### ASSIGNED TASK:
What lines of the data hold the string "PAQUERETTES"? Pull each one out.

────

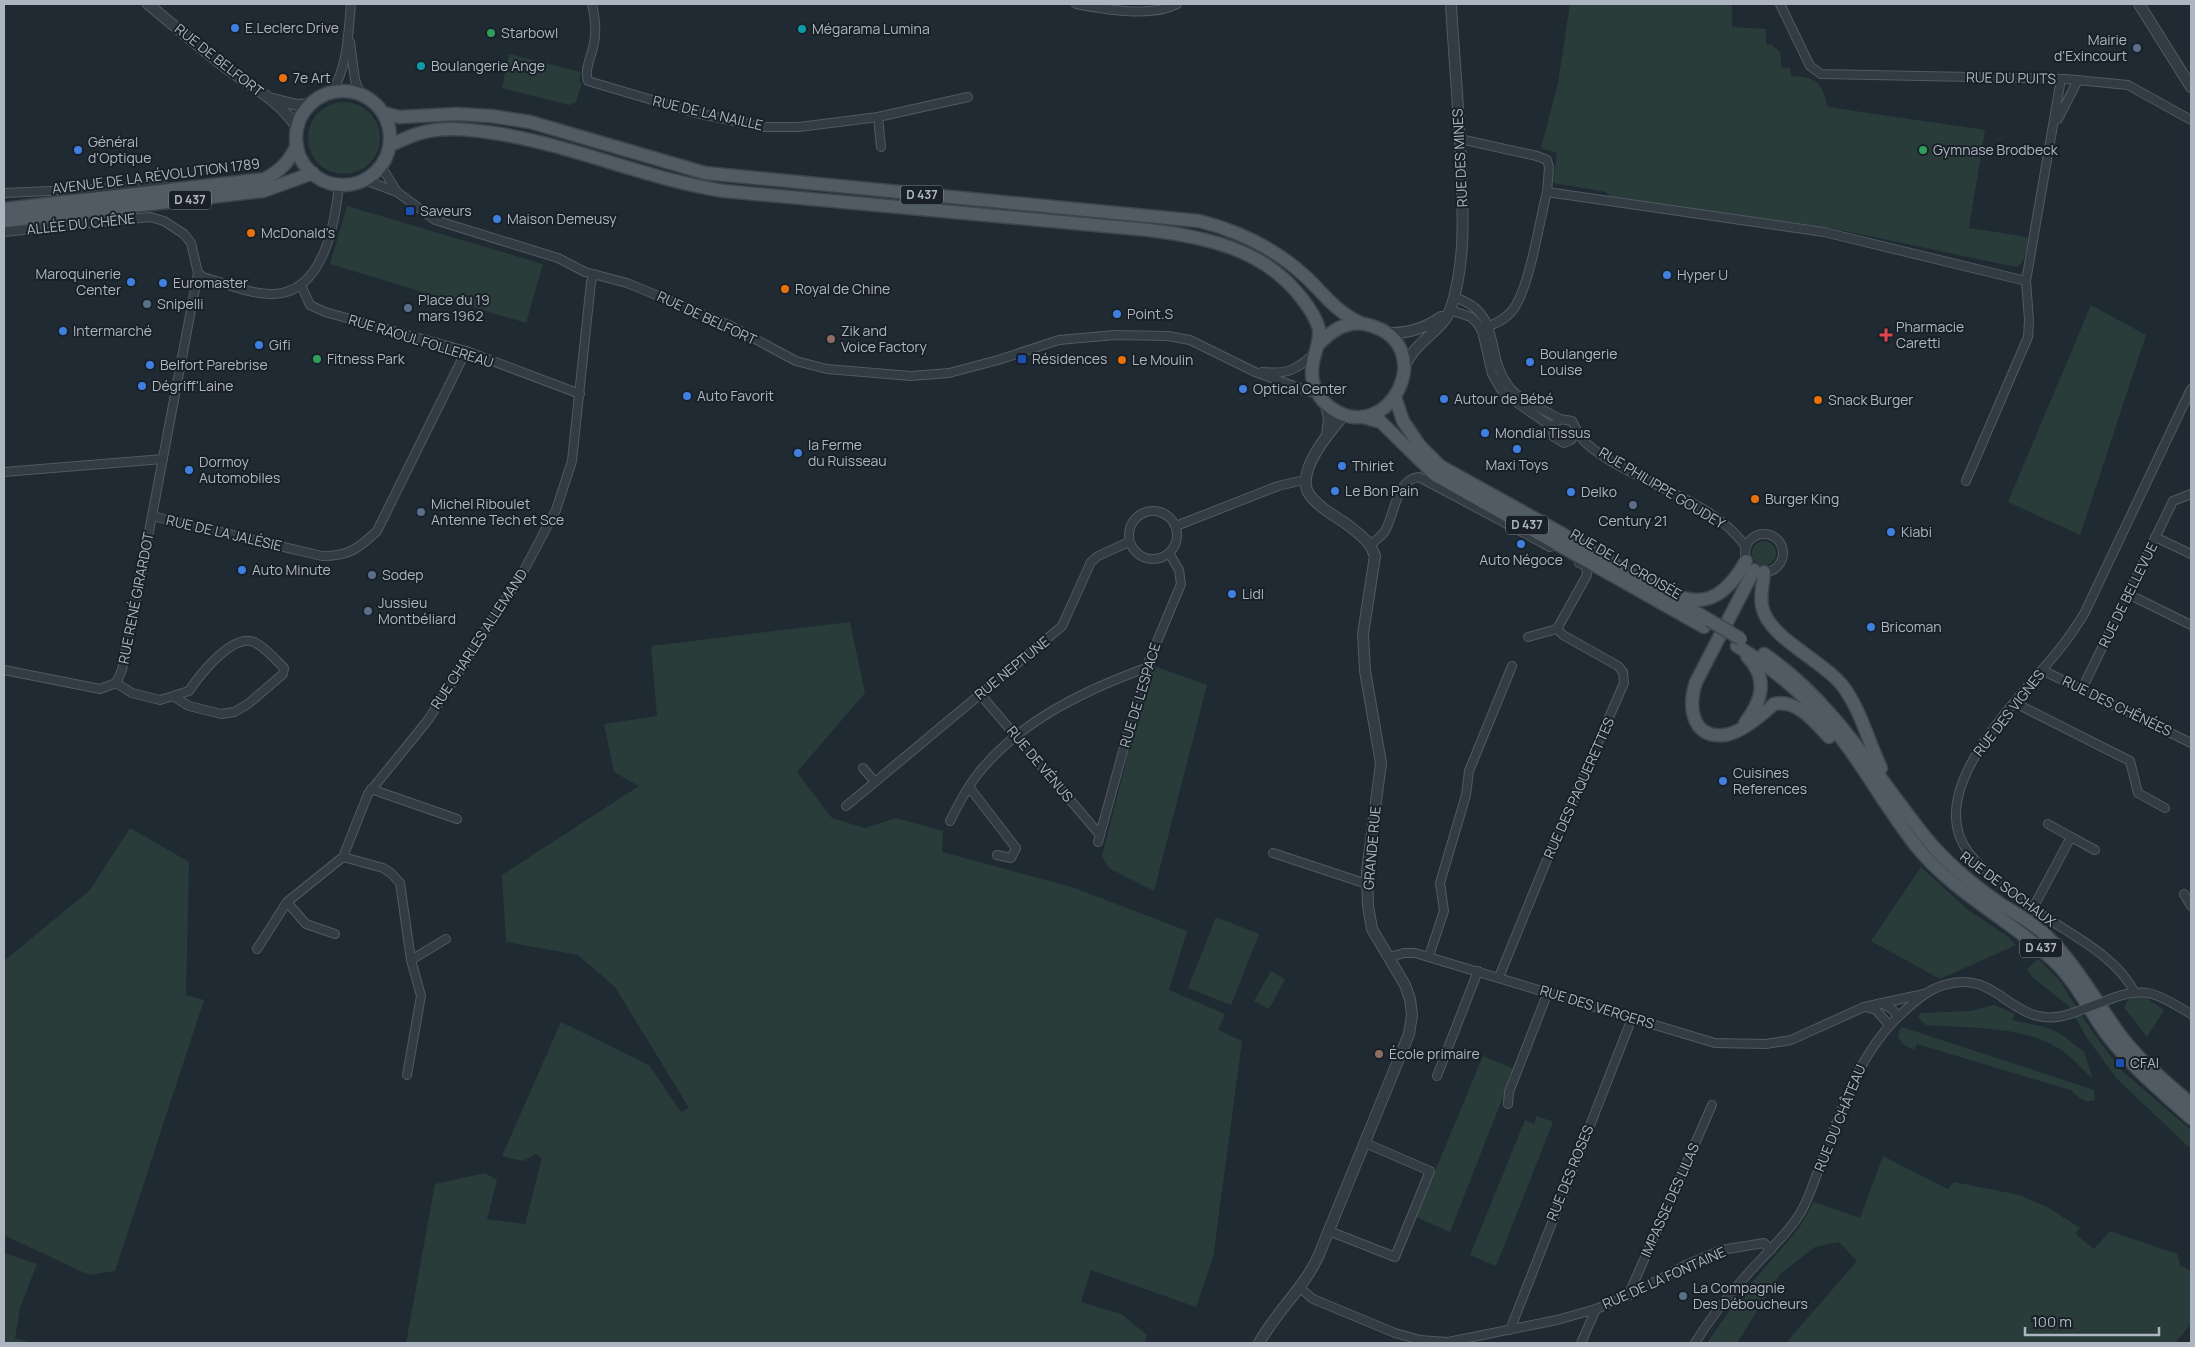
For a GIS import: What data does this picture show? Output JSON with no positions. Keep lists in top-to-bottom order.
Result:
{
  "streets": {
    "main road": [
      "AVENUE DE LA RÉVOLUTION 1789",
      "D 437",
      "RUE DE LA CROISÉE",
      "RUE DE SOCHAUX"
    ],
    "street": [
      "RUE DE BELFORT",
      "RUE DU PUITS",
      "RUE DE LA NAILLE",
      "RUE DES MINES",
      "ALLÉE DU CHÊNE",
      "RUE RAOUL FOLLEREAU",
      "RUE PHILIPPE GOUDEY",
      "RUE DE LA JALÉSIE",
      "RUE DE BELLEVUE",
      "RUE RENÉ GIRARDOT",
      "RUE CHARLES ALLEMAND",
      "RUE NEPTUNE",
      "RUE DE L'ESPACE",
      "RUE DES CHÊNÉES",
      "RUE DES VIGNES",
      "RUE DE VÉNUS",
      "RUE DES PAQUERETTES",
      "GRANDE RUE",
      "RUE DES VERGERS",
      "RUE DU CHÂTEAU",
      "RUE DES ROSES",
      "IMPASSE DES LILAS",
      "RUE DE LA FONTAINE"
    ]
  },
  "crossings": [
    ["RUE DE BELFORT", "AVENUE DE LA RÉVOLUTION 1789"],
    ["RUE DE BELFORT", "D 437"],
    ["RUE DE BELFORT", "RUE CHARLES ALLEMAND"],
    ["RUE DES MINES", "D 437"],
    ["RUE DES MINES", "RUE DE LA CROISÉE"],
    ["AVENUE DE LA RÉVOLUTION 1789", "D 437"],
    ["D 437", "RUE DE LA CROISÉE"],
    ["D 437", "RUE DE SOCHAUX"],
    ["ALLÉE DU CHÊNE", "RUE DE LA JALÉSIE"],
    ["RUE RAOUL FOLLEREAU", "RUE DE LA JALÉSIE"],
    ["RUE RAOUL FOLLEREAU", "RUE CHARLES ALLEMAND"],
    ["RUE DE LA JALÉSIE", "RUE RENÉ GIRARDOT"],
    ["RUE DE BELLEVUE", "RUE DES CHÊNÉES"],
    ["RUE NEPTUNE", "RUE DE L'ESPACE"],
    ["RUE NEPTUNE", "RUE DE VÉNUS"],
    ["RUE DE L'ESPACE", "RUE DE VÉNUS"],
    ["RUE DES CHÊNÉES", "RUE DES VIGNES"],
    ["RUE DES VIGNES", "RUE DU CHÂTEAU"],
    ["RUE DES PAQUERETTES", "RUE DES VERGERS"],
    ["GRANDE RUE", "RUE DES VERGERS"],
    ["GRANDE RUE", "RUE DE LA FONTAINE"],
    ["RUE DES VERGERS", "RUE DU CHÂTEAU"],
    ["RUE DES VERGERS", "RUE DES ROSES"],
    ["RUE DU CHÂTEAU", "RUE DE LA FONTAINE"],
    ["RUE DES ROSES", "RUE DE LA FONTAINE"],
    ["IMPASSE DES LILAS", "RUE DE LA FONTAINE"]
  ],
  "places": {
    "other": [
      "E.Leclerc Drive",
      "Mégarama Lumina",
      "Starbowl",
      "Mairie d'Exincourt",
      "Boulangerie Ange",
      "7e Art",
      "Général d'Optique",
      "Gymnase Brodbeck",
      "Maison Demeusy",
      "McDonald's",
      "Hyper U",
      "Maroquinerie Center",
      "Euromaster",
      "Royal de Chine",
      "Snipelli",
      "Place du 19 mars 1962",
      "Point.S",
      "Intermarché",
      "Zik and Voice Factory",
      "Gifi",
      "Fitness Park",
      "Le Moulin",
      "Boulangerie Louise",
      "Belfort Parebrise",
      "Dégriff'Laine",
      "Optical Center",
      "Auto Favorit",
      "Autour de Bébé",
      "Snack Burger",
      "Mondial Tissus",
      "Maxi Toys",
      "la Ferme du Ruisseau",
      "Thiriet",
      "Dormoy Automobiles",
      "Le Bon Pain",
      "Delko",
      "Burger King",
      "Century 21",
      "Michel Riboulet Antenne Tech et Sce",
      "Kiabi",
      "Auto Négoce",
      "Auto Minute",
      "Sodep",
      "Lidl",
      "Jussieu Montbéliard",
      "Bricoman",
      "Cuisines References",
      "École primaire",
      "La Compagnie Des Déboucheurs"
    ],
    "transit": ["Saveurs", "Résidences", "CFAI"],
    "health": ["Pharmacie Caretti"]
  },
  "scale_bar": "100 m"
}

────

### COMPLETED EXERCISE:
      "RUE DES PAQUERETTES",
    ["RUE DES PAQUERETTES", "RUE DES VERGERS"],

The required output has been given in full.